# [Stored data]
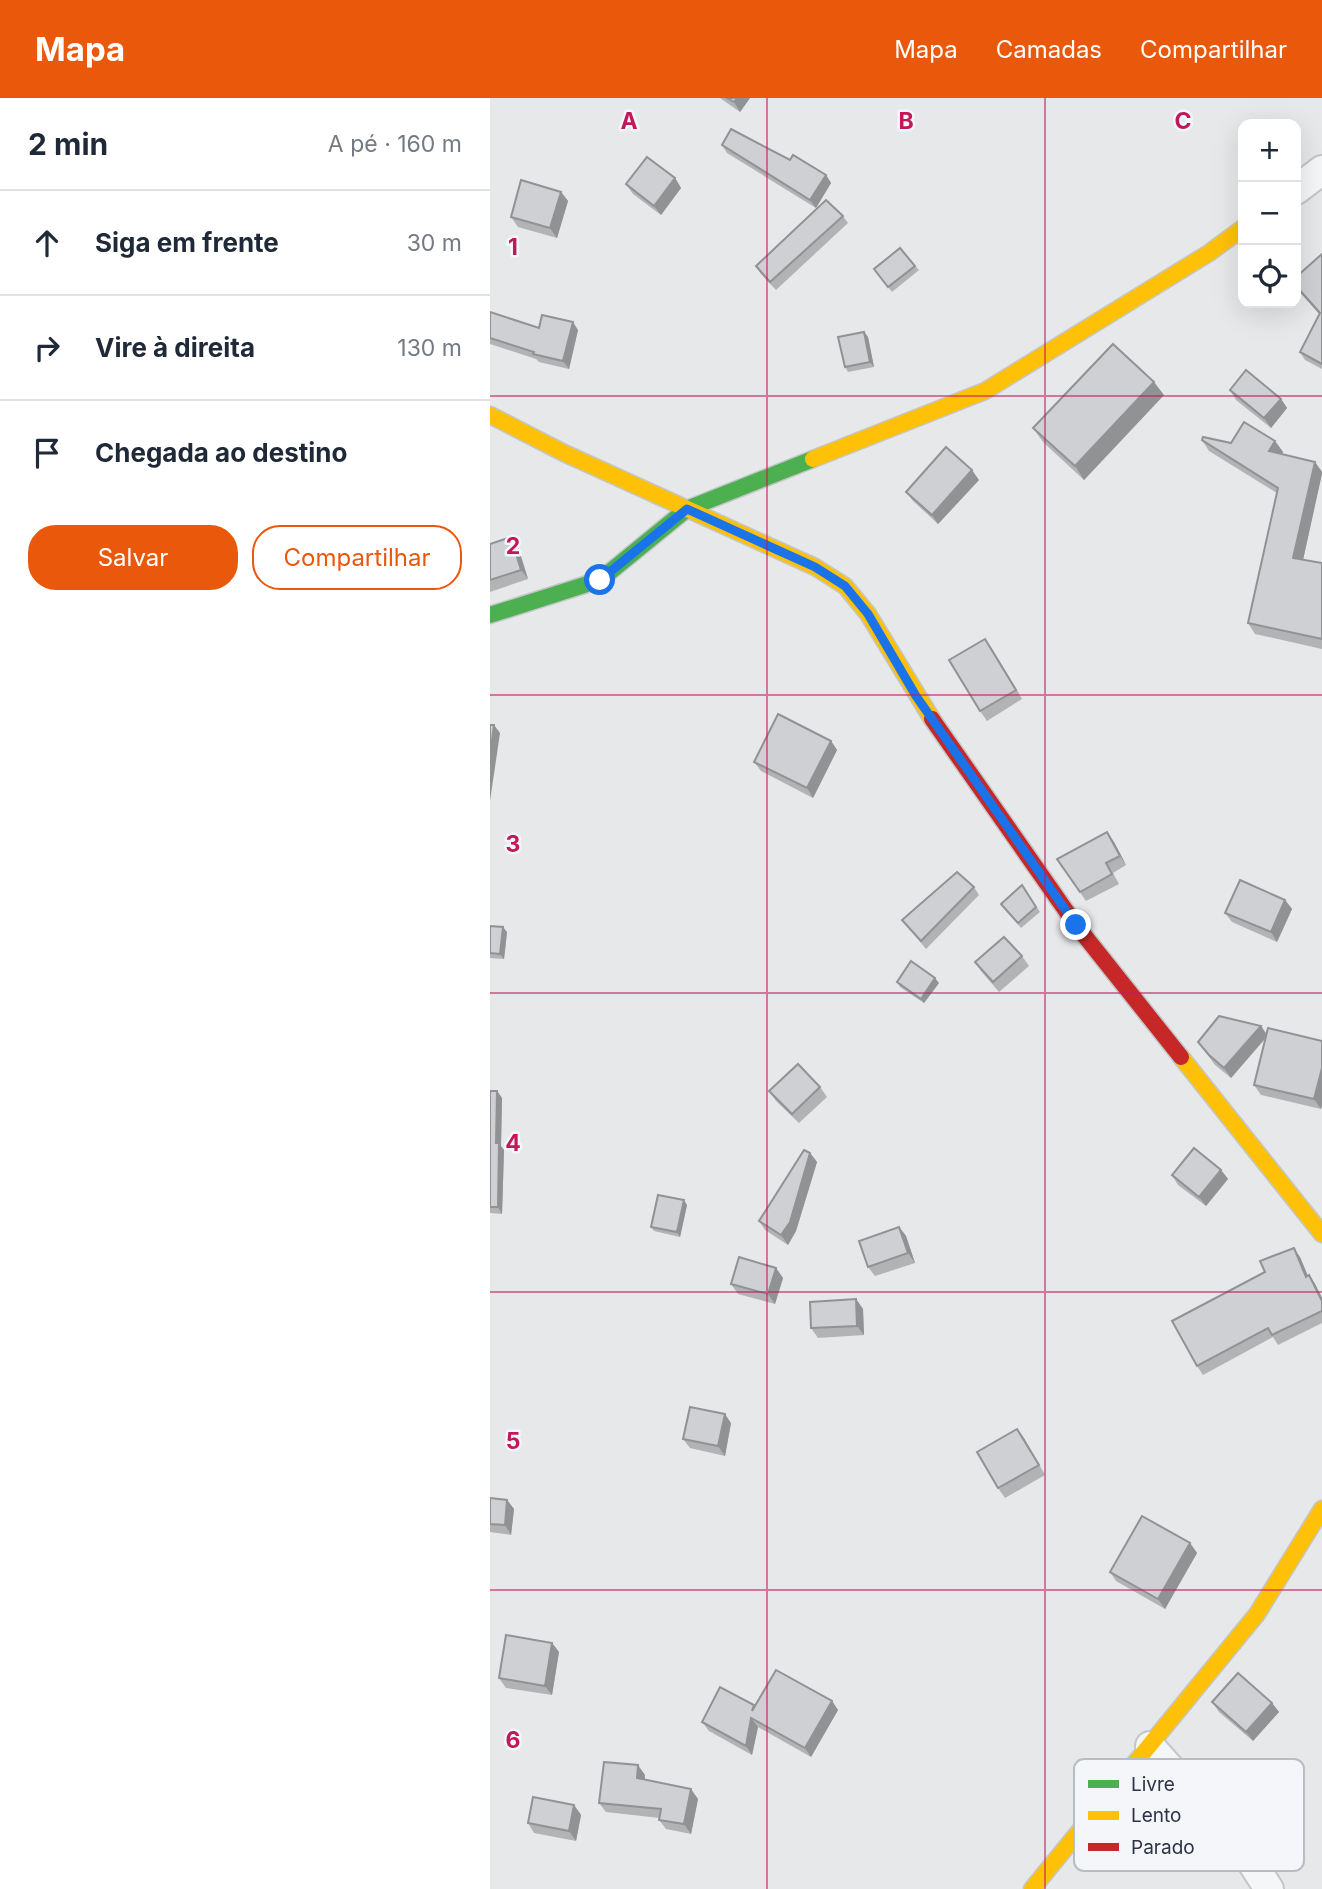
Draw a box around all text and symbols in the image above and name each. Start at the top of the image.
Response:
text: Mapa [35,29,125,69]
text: Mapa [894,35,958,64]
text: Camadas [996,35,1102,64]
text: Compartilhar [1140,35,1287,64]
text: A [620,107,638,135]
text: B [898,107,914,135]
text: C [1174,107,1192,135]
map controls [1238,119,1301,308]
button: + [1238,119,1301,182]
text: 2 min [28,126,108,162]
text: A pé · 160 m [328,130,462,158]
button: − [1238,182,1301,245]
icon: ahead [28,224,66,262]
text: Siga em frente [95,227,279,258]
text: 30 m [407,229,462,257]
text: 1 [508,233,518,261]
button: locate [1238,245,1301,308]
icon: right [28,329,66,367]
text: Vire à direita [95,332,255,363]
text: 130 m [397,334,462,362]
icon: arrive [28,434,66,472]
text: Chegada ao destino [95,437,347,468]
button: Salvar [28,525,238,590]
button: Compartilhar [252,525,462,590]
text: 2 [506,532,520,560]
route start [584,564,615,595]
text: 3 [506,830,520,858]
route end [1060,909,1091,940]
text: 4 [505,1129,521,1157]
text: 5 [506,1427,520,1455]
text: 6 [506,1726,520,1754]
legend [1074,1759,1304,1871]
text: Livre [1131,1773,1175,1796]
text: Lento [1131,1804,1181,1827]
text: Parado [1131,1836,1195,1859]

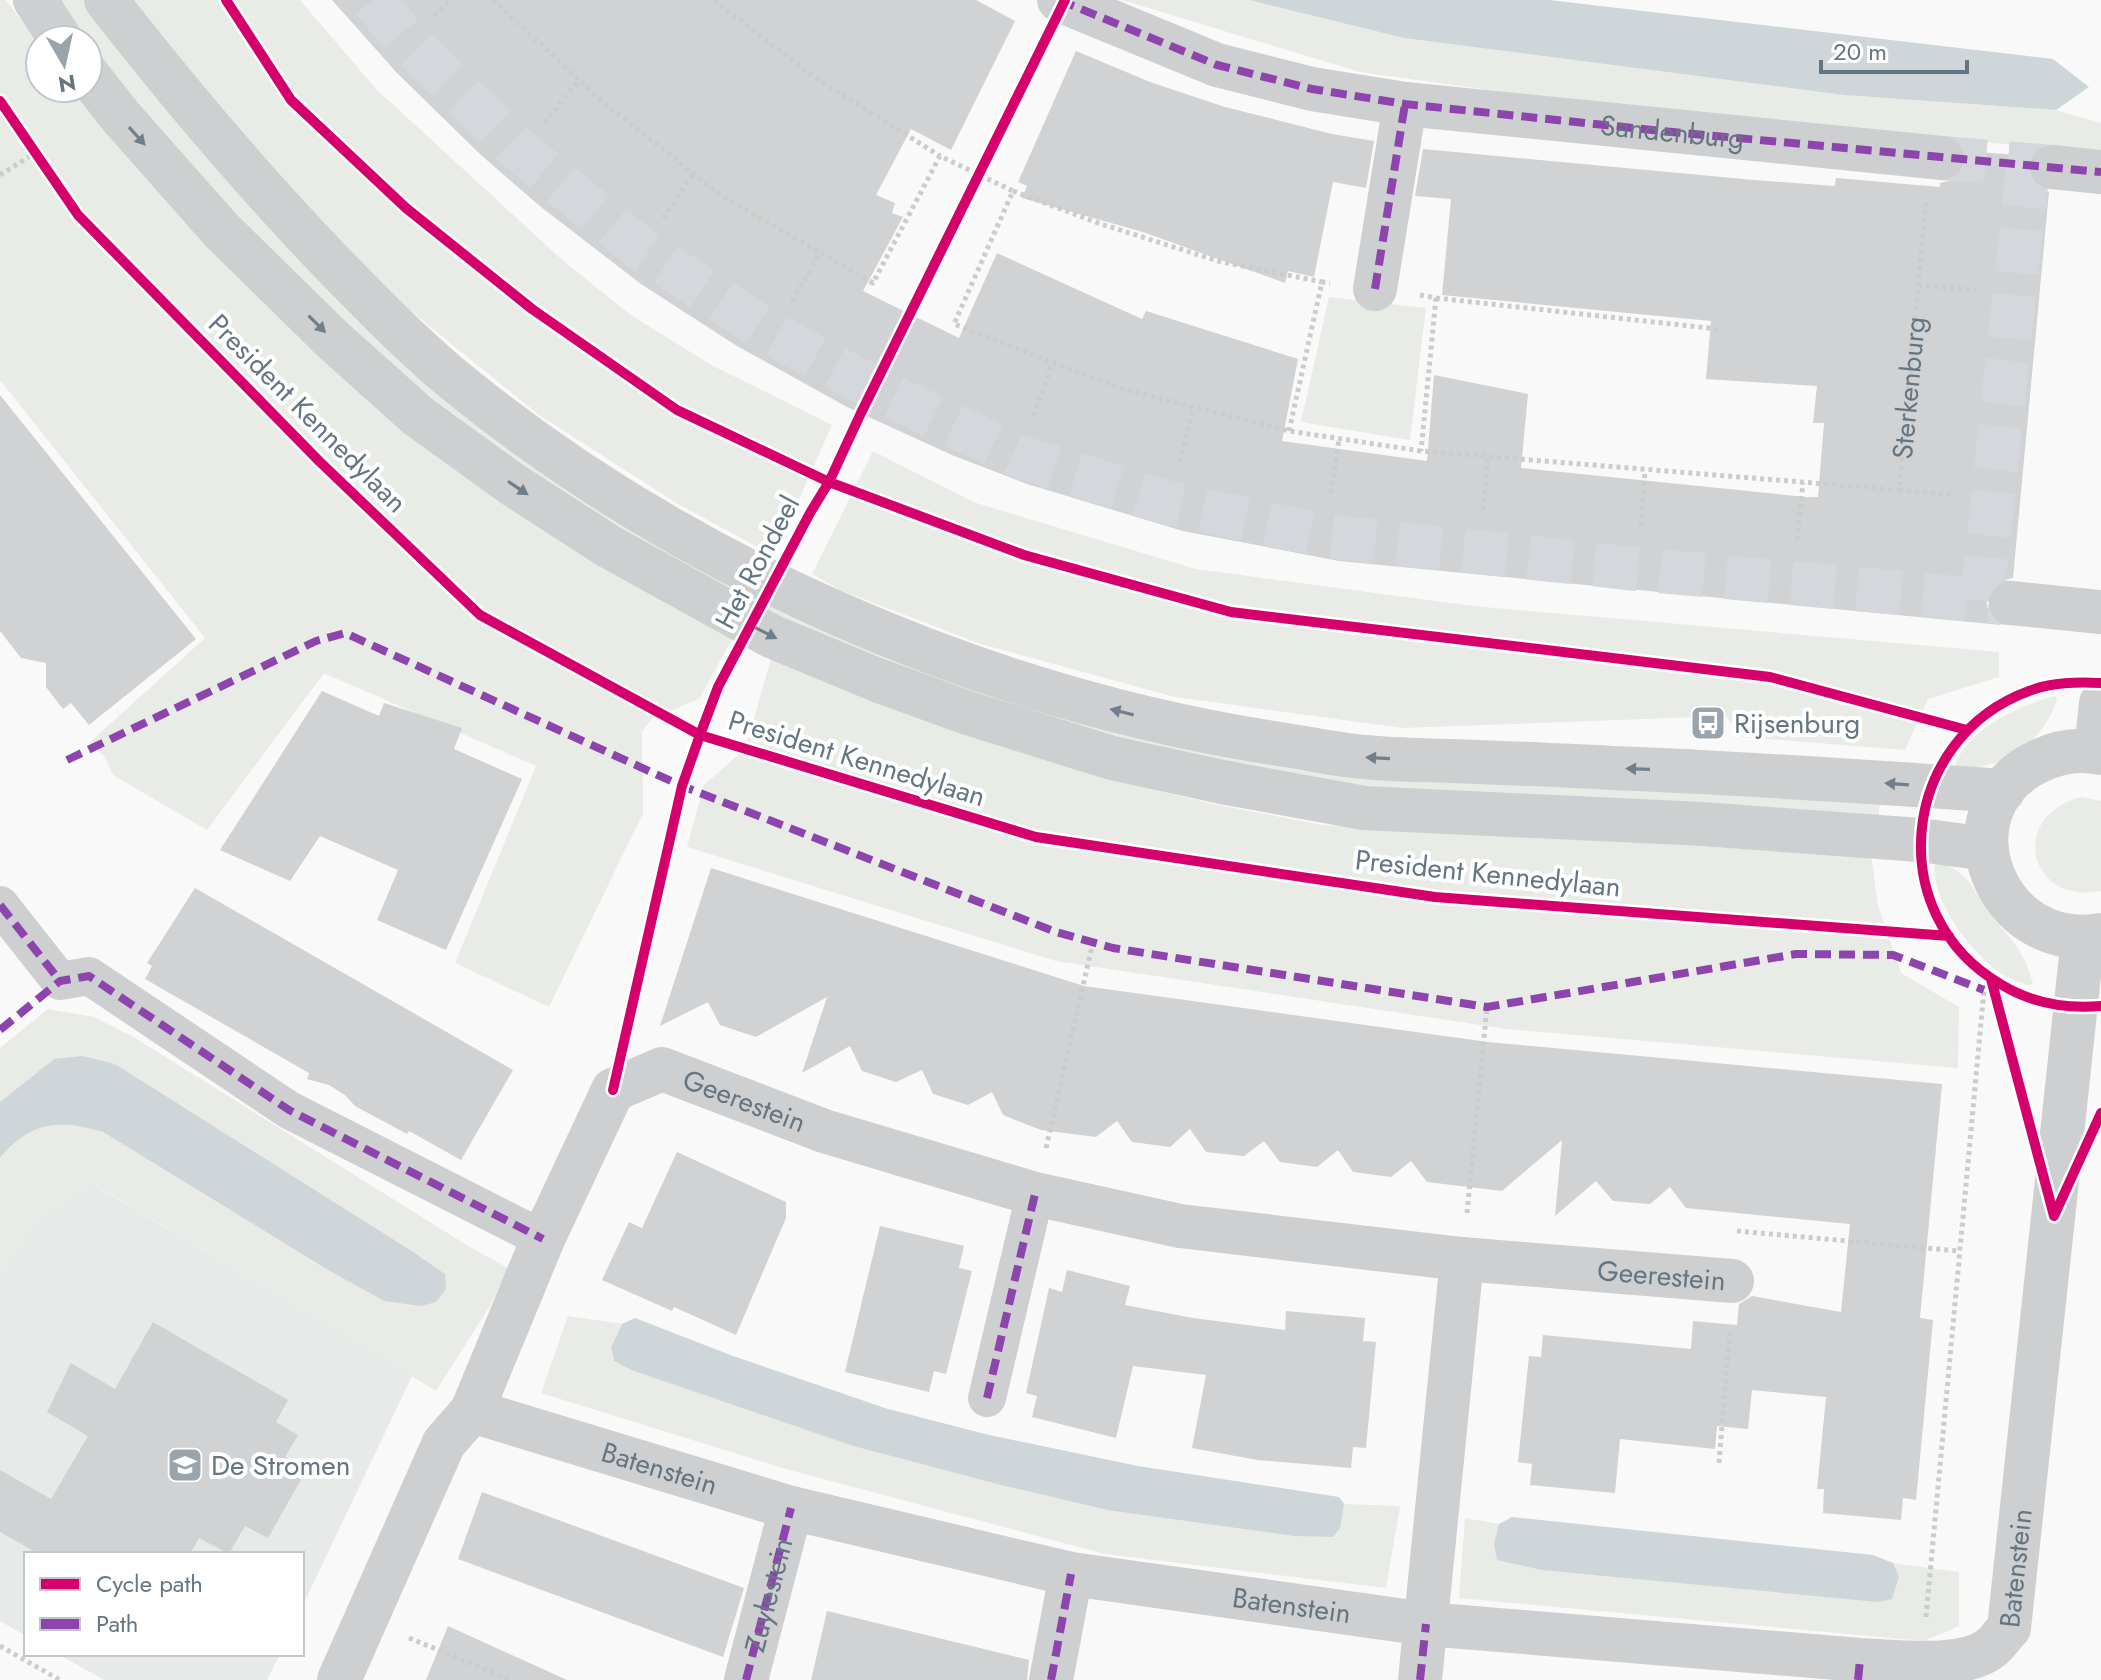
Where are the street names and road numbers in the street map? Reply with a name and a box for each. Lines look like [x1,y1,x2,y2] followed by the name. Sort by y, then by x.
[1598,105,1746,160] street label: Sandenburg
[199,305,416,522] street label: President Kennedylaan
[1882,315,1936,461] street label: Sterkenburg
[705,488,810,637] street label: Het Rondeel
[723,700,990,817] street label: President Kennedylaan
[1353,839,1623,908] street label: President Kennedylaan
[677,1059,812,1143] street label: Geerestein
[1596,1250,1727,1301] street label: Geerestein
[596,1432,722,1505] street label: Batenstein
[1989,1507,2043,1630] street label: Batenstein
[734,1533,803,1657] street label: Zuylestein
[1230,1577,1354,1634] street label: Batenstein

# [TASK DETAILS]
Every entry must be reproduced exactly, with the images left out.

# [ANSWER BOX]
Draw a box around all text and symbols in the image above and name each. Start at the top of the image.
Response:
text: Mapa [35,29,125,69]
text: Mapa [894,35,958,64]
text: Camadas [996,35,1102,64]
text: Compartilhar [1140,35,1287,64]
text: A [620,107,638,135]
text: B [898,107,914,135]
text: C [1174,107,1192,135]
map controls [1238,119,1301,308]
button: + [1238,119,1301,182]
text: 2 min [28,126,108,162]
text: A pé · 160 m [328,130,462,158]
button: − [1238,182,1301,245]
icon: ahead [28,224,66,262]
text: Siga em frente [95,227,279,258]
text: 30 m [407,229,462,257]
text: 1 [508,233,518,261]
button: locate [1238,245,1301,308]
icon: right [28,329,66,367]
text: Vire à direita [95,332,255,363]
text: 130 m [397,334,462,362]
icon: arrive [28,434,66,472]
text: Chegada ao destino [95,437,347,468]
button: Salvar [28,525,238,590]
button: Compartilhar [252,525,462,590]
text: 2 [506,532,520,560]
route start [584,564,615,595]
text: 3 [506,830,520,858]
route end [1060,909,1091,940]
text: 4 [505,1129,521,1157]
text: 5 [506,1427,520,1455]
text: 6 [506,1726,520,1754]
legend [1074,1759,1304,1871]
text: Livre [1131,1773,1175,1796]
text: Lento [1131,1804,1181,1827]
text: Parado [1131,1836,1195,1859]

Where are the street names and road numbers in the street map? Reply with a name and a box for each. Lines look like [x1,y1,x2,y2] followed by the name. Sort by y, then by x.
[1598,105,1746,160] street label: Sandenburg
[199,305,416,522] street label: President Kennedylaan
[1882,315,1936,461] street label: Sterkenburg
[705,488,810,637] street label: Het Rondeel
[723,700,990,817] street label: President Kennedylaan
[1353,839,1623,908] street label: President Kennedylaan
[677,1059,812,1143] street label: Geerestein
[1596,1250,1727,1301] street label: Geerestein
[596,1432,722,1505] street label: Batenstein
[1989,1507,2043,1630] street label: Batenstein
[734,1533,803,1657] street label: Zuylestein
[1230,1577,1354,1634] street label: Batenstein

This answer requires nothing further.